Data to process ▸

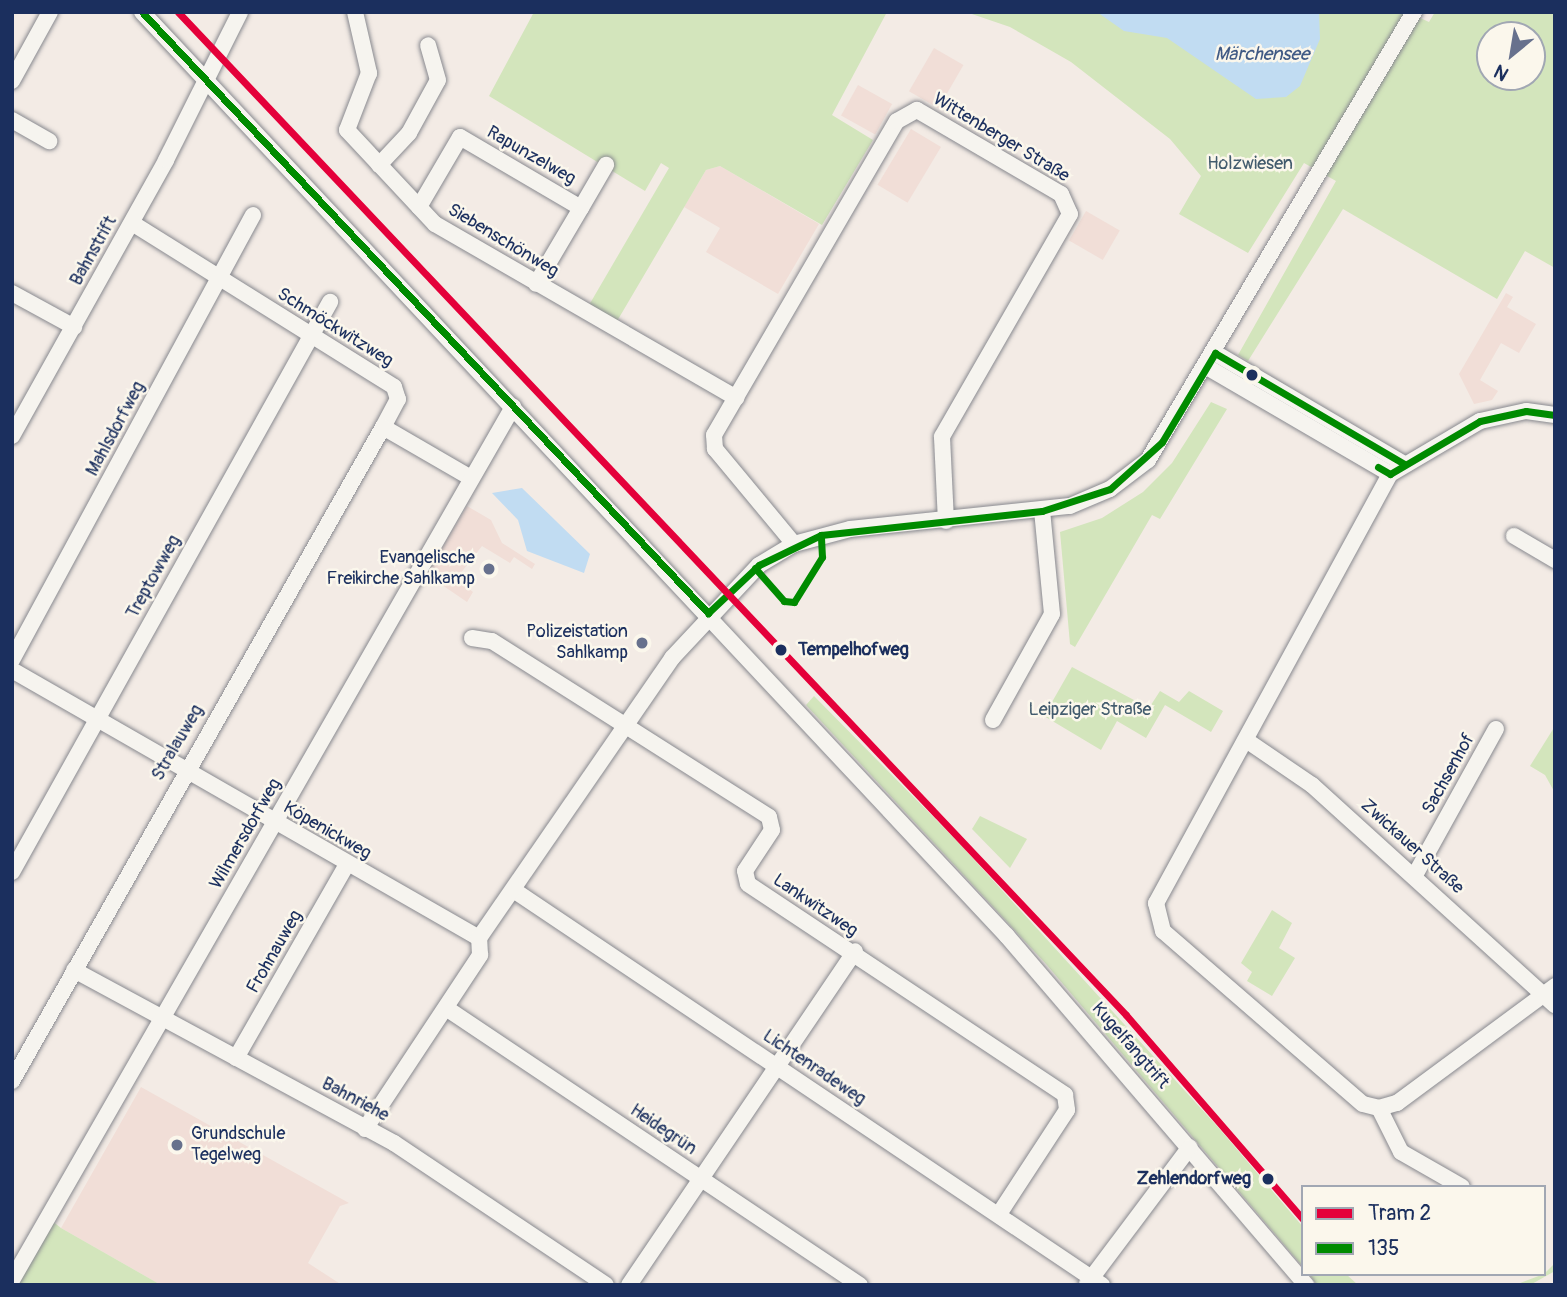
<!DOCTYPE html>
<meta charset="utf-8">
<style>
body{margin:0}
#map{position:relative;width:1567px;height:1297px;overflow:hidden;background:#f3ebe5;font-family:Pangolin,sans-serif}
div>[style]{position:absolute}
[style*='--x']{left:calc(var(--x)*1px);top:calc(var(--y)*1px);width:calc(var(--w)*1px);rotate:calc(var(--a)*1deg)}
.built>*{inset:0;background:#f1ded7;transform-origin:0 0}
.green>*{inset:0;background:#d3e5bc}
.water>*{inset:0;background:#c1dcf2}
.roads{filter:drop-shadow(0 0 2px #88898f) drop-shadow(0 0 2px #88898f)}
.minor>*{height:16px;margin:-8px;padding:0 8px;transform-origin:8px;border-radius:8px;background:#f6f4ef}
.bus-1>*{height:7px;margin:-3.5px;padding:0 3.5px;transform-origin:3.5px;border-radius:3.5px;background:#008b00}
.tram-1>*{height:7px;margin:-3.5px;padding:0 3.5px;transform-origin:3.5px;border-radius:3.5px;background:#e4003a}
.dots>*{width:19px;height:19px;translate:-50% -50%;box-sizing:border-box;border:4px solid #fbf7ec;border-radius:50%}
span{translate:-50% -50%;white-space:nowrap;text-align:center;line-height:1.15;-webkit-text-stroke:5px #fbf7ec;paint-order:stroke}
.street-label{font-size:18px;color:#1b2f5e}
.park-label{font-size:18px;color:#425b6d}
.poi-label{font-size:18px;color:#1b2f5e}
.right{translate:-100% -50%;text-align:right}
.left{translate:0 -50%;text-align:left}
.stop-label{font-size:18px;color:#1b2f5e;font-weight:700}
.water-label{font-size:19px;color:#3f5984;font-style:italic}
.frame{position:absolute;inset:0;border:14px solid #1b2f5e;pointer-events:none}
.legend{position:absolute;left:1301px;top:1185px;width:245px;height:91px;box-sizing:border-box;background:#fbf7ec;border:2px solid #a1a7b3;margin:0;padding:9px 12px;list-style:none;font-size:21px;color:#1b2f5e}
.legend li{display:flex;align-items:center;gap:14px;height:35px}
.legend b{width:35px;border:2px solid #a1a7b3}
.north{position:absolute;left:1476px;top:21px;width:70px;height:70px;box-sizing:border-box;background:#fbf7ec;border:2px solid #a1a7b3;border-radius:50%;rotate:210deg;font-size:19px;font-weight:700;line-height:28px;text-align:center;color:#1b2f5e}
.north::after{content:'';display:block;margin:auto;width:24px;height:32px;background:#67718d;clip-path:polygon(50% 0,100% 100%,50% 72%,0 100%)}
</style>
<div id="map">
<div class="built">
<i style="left:934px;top:48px;width:34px;height:50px;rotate:30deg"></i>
<i style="left:858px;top:85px;width:39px;height:35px;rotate:29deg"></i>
<i style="left:911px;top:129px;width:35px;height:65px;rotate:31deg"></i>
<i style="clip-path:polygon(720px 166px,819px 224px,778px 294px,706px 252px,720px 228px,684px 207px,706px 170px)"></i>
<i style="left:1086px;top:211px;width:39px;height:34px;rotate:30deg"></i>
<i style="clip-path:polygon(1506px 293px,1513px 297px,1507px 307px,1536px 324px,1519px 353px,1501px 343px,1480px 380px,1498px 391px,1492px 400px,1474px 404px,1459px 374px)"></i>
<i style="clip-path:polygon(467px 506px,491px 520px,502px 543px,535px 564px,532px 569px,514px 557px,510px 563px,482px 546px,456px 579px,473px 592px,467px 602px,426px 574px)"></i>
<i style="clip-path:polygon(141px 1087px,349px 1203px,340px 1206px,308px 1263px,342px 1285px,161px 1285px,61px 1228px)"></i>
</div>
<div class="green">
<i style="clip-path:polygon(534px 12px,887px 12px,832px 115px,873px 140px,822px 225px,720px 166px,706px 170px,613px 328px,585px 312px,669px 168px,661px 163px,645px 191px,489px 96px)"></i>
<i style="clip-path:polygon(evenodd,966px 12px,1407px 12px,1429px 22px,1435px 12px,1555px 12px,1555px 268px,1525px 251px,1497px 299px,1343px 209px,1248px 361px,1238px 355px,1336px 181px,1304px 163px,1248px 253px,1179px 214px,1201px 176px,1170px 139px,1071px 62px,1010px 27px,966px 12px,1490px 35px,1532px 35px,1532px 77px,1490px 77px,1490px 35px)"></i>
<i style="clip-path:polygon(1211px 402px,1227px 409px,1160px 519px,1152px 515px,1075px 647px,1070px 644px,1060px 532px,1102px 518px,1143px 492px,1172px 463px)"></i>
<i style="clip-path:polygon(1072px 667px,1149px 708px,1160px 691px,1179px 702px,1189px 691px,1223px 711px,1211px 732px,1165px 705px,1146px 738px,1117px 721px,1101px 750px,1044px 716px)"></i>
<i style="clip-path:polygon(814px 696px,959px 843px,1217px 1126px,1303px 1227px,1303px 1267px,1046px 964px,806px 705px)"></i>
<i style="clip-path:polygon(1555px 726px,1555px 793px,1545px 775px,1530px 766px)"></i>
<i style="clip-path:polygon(980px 816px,1027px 839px,1010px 868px,972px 829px)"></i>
<i style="clip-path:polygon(1272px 910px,1292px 923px,1279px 948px,1295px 958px,1272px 996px,1247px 981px,1252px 972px,1241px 963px)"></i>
<i style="clip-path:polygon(51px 1220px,61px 1228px,161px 1285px,15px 1285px)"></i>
<i style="clip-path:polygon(1555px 1263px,1555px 1271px,1530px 1285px,1515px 1285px,1544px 1274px)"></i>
<i style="clip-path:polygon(1309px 1274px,1346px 1274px,1358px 1285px,1317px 1285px)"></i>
</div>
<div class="water">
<i style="clip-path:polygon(1097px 12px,1319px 12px,1320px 39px,1300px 86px,1286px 97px,1256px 99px,1167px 38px,1124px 31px)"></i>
<i style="clip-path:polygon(522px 488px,590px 554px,584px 573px,527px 551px,518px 520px,492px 493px)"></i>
</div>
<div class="roads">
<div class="minor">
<i style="--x:142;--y:12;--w:1266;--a:46.89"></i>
<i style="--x:1007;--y:936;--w:460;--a:49.4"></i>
<i style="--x:355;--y:12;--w:63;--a:77.1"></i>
<i style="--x:369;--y:73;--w:61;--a:111.1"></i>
<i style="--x:347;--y:130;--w:129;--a:46.9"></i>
<i style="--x:435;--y:224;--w:348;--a:30"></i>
<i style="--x:12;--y:81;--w:79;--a:-61.2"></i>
<i style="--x:12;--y:120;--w:43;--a:29.6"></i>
<i style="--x:379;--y:165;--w:44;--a:-46.8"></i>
<i style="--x:409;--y:133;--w:60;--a:-61.3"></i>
<i style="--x:438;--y:80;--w:36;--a:-106"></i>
<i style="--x:419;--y:207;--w:81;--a:-59.6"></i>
<i style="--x:460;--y:137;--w:140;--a:30.4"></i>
<i style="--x:581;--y:208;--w:88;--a:120.6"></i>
<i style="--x:581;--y:208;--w:50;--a:-59.8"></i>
<i style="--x:132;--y:223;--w:309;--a:32"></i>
<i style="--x:394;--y:387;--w:13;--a:72"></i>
<i style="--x:398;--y:399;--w:32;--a:118"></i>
<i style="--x:383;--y:427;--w:102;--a:30.1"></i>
<i style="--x:12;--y:293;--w:71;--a:28.7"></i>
<i style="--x:1215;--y:353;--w:219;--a:30.4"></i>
<i style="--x:1207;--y:367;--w:212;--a:30.3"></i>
<i style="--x:1555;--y:415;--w:29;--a:-172"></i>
<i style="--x:1526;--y:411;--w:47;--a:167.7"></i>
<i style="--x:1480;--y:421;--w:104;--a:149.5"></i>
<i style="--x:1390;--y:474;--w:489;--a:118.6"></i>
<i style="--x:1156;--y:903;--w:29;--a:76"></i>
<i style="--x:1163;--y:931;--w:264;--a:40.9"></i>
<i style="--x:1363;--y:1104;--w:16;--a:14"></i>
<i style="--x:1379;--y:1108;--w:19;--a:-16"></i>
<i style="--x:1397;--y:1103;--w:197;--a:-36.5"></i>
<i style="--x:12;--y:436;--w:316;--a:-60.8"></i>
<i style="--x:166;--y:160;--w:165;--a:-63.4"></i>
<i style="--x:1514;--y:536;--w:48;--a:30.3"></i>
<i style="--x:794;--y:544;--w:124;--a:-129.7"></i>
<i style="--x:715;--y:449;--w:14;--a:-94"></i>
<i style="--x:714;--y:435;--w:363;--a:-59.8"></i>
<i style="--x:897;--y:121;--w:23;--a:-29"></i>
<i style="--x:917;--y:110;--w:167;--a:30.3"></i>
<i style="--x:1061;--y:194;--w:22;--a:66"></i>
<i style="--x:1070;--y:214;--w:257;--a:119.9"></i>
<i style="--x:942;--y:437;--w:84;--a:87.3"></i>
<i style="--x:472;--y:638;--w:20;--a:9"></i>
<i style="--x:492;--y:641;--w:328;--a:32.4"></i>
<i style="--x:769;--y:817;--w:13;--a:77"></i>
<i style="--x:772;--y:830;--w:49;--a:123.4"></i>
<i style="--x:745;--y:871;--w:13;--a:77"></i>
<i style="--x:748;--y:884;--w:381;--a:33.6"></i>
<i style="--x:1065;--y:1095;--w:15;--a:82"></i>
<i style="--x:1067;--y:1110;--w:124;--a:123.2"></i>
<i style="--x:12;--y:660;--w:506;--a:-61.56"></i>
<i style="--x:12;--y:670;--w:538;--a:29.85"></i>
<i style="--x:993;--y:720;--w:121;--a:-60.9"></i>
<i style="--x:1052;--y:614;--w:103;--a:-95.5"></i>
<i style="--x:1246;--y:740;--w:80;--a:34.3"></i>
<i style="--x:1312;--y:785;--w:328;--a:42.2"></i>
<i style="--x:12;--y:872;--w:653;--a:-60.84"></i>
<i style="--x:1415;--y:875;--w:167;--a:-61"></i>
<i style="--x:515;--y:891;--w:707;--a:33.87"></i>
<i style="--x:479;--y:938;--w:340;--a:-55.4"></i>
<i style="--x:672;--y:658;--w:127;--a:-46.9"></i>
<i style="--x:759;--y:565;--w:41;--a:-31"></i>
<i style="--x:794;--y:544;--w:58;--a:-15"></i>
<i style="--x:850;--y:529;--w:221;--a:-6"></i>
<i style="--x:1070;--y:506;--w:43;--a:-23"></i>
<i style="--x:1110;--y:489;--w:48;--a:-37.3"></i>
<i style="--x:1148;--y:460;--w:521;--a:-59.3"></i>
<i style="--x:74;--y:970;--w:364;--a:28.4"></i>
<i style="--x:394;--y:1143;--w:255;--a:33.8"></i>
<i style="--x:446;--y:1008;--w:498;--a:33.8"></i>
<i style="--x:236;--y:1058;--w:224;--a:-60.2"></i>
<i style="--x:12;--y:1081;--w:752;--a:-60.43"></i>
<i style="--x:1379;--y:1108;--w:49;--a:63.4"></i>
<i style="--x:1401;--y:1152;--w:70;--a:29.8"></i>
<i style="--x:365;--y:1129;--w:209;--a:-56.5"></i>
<i style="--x:480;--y:955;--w:17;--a:-93"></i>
<i style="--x:12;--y:1280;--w:1007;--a:-60.15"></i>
<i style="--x:1087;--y:1284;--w:171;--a:-53.1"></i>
<i style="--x:629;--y:1285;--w:403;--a:-55.9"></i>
</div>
</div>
<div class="bus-1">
<i style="--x:142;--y:12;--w:826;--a:46.72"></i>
<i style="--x:1378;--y:467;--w:14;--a:30"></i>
<i style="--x:1390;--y:474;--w:104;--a:-30.5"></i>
<i style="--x:1480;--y:421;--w:47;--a:-12.3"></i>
<i style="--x:1526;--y:411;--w:29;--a:8"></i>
<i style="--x:755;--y:568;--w:44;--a:48.7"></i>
<i style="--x:784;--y:601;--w:10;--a:6"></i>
<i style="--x:794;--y:602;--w:53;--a:-58.1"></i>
<i style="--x:822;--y:557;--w:22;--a:-93"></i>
<i style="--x:708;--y:613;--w:70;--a:-43.3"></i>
<i style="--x:759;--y:565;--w:69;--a:-25.8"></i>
<i style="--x:821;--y:535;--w:222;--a:-6.2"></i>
<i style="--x:1042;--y:511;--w:71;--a:-17.9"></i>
<i style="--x:1110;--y:489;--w:70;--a:-42.1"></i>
<i style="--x:1162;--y:442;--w:104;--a:-59.2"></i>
<i style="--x:1215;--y:353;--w:219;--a:30.4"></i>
</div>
<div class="tram-1">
<i style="--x:178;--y:12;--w:1380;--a:46.61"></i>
<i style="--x:1126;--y:1015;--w:270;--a:49.1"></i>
</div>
<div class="dots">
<i style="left:1252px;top:375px;background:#1b2f5e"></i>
<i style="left:489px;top:569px;background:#67718d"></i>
<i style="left:642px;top:643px;background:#67718d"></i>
<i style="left:781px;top:650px;background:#1b2f5e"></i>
<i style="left:177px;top:1145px;background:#67718d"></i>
<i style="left:1268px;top:1179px;background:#1b2f5e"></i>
</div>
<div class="street-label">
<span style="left:1001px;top:138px;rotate:31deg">Wittenberger Straße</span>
<span style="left:531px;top:156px;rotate:30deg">Rapunzelweg</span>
<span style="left:503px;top:241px;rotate:31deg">Siebenschönweg</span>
<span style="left:94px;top:251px;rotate:-61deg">Bahnstrift</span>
<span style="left:335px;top:328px;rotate:32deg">Schmöckwitzweg</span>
<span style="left:116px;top:429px;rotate:-62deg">Mahlsdorfweg</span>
<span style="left:154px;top:577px;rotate:-61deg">Treptowweg</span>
<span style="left:178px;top:743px;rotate:-60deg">Stralauweg</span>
<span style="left:1449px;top:774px;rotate:-61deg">Sachsenhof</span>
<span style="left:327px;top:831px;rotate:30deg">Köpenickweg</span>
<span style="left:246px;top:834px;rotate:-60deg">Wilmersdorfweg</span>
<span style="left:1412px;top:847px;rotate:42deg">Zwickauer Straße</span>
<span style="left:815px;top:906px;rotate:34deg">Lankwitzweg</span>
<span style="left:275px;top:952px;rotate:-60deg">Frohnauweg</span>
<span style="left:1130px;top:1046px;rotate:49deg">Kugelfangtrift</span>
<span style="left:814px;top:1068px;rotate:34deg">Lichtenradeweg</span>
<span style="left:355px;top:1100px;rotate:28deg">Bahnriehe</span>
<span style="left:663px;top:1130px;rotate:34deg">Heidegrün</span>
</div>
<div class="park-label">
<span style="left:1250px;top:164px">Holzwiesen</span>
<span style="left:1090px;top:710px">Leipziger Straße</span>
</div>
<div class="poi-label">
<span class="right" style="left:475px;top:569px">Evangelische<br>Freikirche Sahlkamp</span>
<span class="right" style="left:628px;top:643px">Polizeistation<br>Sahlkamp</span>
<span class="left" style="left:191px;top:1145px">Grundschule<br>Tegelweg</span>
</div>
<div class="stop-label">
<span class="left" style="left:798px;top:650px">Tempelhofweg</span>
<span class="right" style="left:1251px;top:1179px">Zehlendorfweg</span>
</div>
<div class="water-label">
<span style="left:1262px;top:55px">Märchensee</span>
</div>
<div class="frame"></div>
<ul class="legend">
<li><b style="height:9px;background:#e4003a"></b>Tram 2</li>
<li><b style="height:9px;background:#008b00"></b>135</li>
</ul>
<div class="north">N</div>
</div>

Problem details ▸
Locate all lines in the listing above with the word "built". Copy them.

Written solution ▸
.built>*{inset:0;background:#f1ded7;transform-origin:0 0}
<div class="built">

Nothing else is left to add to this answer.